# Unable to read DVD



## SPlissken (Nov 28, 2008)

Hello all

I don't achieve to read DVD.
I tried vlc , xine but i still have this message

g_vfs_done():acd0[READ(offset=7282640896, length=65536)]error = 5
acd0: FAILURE - READ_BIG ILLEGAL REQUEST asc=0x6f ascq=0x03 
acd0: FAILURE - READ_BIG ILLEGAL REQUEST asc=0x6f ascq=0x03 

On dmesg DVD player is shown like this
acd0: DVDR <HL-DT-ST DVDRAM GMA-4082N/PT06> at ata1-master UDMA33

It works under Debian Sid or ArchLinux

in /boot/loader.conf i have this :
atapicam_load=YES
hw.ata.atapi_dma="1"
hw.ata.ata_dma="1"

But without success

Any help is welcome


----------



## kamikaze (Nov 28, 2008)

Interesting, these problems are supposed to be solved. There are several things you can try.

You can try setting kern.hz=100 in your /boot/loader.conf file.

You can try starting the film as the root user. After this attempt it might work as a normal user as well. Weird, I know, but that's the way it is.
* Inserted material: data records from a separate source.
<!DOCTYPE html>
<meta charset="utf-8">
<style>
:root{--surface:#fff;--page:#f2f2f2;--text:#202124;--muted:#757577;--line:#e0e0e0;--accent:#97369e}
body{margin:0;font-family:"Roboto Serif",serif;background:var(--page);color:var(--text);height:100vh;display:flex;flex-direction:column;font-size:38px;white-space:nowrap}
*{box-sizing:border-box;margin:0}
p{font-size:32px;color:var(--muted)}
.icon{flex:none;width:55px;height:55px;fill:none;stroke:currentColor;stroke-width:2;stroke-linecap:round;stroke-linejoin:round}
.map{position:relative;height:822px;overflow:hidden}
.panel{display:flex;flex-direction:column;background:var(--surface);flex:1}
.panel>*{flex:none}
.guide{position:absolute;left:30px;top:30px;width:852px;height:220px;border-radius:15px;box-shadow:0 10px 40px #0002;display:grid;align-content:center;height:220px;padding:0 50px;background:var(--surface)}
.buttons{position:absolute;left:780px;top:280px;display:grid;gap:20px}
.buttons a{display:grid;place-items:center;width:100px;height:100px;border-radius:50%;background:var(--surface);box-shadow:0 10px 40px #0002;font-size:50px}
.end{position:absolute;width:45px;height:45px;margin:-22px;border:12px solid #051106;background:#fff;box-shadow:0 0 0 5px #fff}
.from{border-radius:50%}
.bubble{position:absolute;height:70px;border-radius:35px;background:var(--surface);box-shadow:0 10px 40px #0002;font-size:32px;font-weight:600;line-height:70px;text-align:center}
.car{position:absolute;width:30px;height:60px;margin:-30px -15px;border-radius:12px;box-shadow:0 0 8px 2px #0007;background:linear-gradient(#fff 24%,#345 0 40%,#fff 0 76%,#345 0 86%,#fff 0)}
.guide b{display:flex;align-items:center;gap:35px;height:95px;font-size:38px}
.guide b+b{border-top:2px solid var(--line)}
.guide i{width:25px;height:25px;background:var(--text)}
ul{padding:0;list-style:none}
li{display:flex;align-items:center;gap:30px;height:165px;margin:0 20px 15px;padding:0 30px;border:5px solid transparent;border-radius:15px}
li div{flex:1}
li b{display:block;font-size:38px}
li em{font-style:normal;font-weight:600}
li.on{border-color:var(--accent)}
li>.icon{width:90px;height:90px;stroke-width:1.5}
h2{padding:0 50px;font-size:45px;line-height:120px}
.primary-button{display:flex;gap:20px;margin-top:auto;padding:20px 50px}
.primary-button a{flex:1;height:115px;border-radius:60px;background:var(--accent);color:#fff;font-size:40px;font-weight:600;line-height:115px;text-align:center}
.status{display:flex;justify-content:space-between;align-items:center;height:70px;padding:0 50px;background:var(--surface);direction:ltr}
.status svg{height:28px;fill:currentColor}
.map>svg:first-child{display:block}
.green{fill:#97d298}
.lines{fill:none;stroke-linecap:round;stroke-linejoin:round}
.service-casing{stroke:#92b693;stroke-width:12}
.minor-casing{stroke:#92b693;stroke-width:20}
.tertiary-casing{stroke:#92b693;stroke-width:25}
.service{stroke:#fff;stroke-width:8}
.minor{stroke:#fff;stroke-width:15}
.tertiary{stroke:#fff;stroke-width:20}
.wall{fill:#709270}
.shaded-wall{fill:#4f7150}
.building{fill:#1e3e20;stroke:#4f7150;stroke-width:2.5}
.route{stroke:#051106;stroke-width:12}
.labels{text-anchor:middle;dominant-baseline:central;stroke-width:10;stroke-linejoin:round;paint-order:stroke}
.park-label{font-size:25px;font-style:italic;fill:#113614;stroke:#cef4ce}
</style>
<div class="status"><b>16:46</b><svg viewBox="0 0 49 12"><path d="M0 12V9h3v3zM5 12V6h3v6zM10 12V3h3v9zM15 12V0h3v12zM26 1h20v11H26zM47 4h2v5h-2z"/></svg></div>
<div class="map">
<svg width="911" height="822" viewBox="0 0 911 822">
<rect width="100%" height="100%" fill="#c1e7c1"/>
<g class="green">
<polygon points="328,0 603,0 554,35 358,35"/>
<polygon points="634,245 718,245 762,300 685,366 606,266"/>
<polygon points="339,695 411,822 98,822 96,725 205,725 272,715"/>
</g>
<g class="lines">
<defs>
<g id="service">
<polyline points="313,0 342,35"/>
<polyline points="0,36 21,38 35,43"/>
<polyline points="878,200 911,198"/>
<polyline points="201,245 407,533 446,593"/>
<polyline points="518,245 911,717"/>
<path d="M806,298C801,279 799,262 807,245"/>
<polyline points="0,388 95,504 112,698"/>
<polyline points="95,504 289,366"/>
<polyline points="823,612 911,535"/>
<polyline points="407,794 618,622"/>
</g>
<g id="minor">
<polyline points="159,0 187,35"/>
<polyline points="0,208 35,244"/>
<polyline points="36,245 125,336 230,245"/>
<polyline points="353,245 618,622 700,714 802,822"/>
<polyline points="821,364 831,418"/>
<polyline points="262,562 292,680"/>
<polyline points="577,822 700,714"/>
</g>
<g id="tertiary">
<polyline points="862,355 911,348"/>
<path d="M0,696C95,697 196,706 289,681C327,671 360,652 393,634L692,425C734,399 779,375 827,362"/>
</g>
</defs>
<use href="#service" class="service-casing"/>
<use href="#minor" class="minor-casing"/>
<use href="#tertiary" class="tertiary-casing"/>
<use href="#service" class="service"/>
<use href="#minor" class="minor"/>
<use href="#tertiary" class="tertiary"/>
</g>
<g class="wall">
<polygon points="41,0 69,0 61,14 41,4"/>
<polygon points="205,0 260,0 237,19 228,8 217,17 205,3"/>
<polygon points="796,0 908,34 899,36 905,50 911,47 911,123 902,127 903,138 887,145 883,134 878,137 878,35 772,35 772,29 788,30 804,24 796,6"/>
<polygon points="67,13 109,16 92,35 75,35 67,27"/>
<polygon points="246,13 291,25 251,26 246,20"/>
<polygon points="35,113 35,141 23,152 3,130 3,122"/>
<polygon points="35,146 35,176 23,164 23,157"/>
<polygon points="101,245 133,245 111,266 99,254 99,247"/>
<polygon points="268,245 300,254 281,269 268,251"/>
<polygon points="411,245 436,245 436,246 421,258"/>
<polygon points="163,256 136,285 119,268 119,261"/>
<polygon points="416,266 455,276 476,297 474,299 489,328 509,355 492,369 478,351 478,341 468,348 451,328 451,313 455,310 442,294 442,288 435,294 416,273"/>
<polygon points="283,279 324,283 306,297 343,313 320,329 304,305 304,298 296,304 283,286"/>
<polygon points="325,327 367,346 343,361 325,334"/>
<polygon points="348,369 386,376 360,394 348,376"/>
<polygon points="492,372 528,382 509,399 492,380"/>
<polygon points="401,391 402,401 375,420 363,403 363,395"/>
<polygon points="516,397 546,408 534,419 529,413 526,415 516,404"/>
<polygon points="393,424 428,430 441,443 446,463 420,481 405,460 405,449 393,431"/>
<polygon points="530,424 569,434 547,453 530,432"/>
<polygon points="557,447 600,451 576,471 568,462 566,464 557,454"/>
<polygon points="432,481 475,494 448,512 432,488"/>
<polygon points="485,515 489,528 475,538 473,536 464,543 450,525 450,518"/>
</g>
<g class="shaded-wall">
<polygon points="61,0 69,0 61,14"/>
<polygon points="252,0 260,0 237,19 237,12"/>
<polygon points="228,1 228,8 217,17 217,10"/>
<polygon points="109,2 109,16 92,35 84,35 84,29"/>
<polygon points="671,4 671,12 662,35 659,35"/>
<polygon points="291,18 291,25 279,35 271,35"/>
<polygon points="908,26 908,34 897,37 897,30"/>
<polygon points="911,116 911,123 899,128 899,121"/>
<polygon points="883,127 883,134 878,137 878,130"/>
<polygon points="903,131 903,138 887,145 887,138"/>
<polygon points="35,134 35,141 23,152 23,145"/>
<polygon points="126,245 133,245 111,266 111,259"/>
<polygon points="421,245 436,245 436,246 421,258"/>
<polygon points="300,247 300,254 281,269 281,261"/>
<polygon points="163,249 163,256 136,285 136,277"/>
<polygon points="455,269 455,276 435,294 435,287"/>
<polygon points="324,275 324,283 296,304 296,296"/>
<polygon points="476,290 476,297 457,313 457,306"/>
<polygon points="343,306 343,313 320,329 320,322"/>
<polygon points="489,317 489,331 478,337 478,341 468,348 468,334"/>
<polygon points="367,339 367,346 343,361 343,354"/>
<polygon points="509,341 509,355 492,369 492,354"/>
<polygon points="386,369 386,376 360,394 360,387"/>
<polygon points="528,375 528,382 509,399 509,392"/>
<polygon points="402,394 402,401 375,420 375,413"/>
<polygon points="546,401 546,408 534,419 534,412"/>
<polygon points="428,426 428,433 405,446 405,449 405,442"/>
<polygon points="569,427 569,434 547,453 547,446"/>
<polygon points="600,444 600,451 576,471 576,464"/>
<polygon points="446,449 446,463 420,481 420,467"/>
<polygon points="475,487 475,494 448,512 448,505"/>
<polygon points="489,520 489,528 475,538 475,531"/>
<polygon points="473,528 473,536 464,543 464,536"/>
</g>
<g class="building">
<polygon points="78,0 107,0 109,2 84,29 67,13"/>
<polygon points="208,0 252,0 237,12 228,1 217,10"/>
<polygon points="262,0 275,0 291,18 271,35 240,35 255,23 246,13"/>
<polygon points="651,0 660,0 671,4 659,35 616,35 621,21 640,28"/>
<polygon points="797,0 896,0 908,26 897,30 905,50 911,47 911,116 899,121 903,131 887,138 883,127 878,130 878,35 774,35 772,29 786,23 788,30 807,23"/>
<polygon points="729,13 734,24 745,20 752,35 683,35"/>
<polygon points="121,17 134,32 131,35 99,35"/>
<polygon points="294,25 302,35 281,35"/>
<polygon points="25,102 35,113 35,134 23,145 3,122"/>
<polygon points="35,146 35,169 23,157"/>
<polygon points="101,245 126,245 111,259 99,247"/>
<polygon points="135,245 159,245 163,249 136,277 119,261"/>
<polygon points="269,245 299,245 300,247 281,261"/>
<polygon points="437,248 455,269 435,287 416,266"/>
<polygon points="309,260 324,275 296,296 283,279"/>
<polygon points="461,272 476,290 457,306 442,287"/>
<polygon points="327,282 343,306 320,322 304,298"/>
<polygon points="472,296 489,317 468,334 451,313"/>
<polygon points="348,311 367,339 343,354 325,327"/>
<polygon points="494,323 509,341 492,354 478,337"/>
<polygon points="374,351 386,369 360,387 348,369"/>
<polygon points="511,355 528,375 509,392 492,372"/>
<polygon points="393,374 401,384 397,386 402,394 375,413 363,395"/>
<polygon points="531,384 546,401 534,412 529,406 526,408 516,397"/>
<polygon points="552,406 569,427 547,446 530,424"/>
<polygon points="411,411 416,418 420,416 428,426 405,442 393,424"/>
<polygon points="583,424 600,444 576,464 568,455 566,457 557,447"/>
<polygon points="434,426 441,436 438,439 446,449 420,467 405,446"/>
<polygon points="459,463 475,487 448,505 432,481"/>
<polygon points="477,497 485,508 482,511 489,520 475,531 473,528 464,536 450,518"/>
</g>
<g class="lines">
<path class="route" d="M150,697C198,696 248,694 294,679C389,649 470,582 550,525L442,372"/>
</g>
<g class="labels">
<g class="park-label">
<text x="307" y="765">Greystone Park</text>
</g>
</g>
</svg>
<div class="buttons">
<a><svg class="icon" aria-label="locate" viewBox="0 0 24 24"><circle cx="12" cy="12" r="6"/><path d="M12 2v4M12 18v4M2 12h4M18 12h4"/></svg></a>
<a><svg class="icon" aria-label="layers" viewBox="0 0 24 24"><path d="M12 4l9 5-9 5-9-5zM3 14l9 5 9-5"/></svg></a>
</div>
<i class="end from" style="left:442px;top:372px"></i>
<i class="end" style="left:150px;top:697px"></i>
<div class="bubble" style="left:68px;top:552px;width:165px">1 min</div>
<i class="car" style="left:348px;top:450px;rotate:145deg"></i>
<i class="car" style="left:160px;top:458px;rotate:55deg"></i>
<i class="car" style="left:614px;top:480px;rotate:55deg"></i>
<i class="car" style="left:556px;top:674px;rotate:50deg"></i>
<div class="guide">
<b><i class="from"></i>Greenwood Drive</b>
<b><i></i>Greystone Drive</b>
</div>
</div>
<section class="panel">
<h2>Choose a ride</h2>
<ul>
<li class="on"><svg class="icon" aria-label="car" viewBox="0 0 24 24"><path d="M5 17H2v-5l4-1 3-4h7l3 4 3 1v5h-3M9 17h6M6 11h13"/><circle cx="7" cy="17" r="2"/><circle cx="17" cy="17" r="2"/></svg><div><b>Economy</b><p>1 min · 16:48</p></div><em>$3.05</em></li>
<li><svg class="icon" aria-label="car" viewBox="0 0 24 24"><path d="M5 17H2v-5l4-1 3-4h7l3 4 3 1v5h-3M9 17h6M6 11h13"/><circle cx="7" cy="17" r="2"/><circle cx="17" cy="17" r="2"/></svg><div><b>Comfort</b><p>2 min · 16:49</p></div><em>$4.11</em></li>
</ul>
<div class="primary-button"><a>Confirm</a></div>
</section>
Some DVDs only let me create ISOs after I played them with mplayer for a second. The whole DVD thing is full of wickedness.


----------



## caligula (Dec 8, 2008)

Hello SPlissken,

when using "atapicam" you should use /dev/cd0 instead of /dev/acd0 (referring to hanbook, chapter 18.6.9).
So, in vlc open a DVD by giving /dev/cd0 as source.

If it complains about "Cannot open ...", then you should modify the permissions for /dev/cd* and /dev/pass*. Put yourself in the group operator and make these devices readable for operator, either statically in /etc/devfs.conf or dynamicly in /etc/devfs.rules. For burning issues +rw would be better.


----------



## gnemmi (Dec 8, 2008)

I have that very same problem but only when the DVD was burnt using M$ (Nero .. on XP) at more than 4x ...
Burning the same content at 4x solves the problem for me.


----------



## SPlissken (Dec 9, 2008)

caligula said:
			
		

> Hello SPlissken,
> 
> when using "atapicam" you should use /dev/cd0 instead of /dev/acd0 (referring to hanbook, chapter 18.6.9).
> So, in vlc open a DVD by giving /dev/cd0 as source.
> ...



Thanks it works with /dev/cd0 , i achieved to read DVD with xine.
Still have problem to rip it with dvdrip , i will investigate why


----------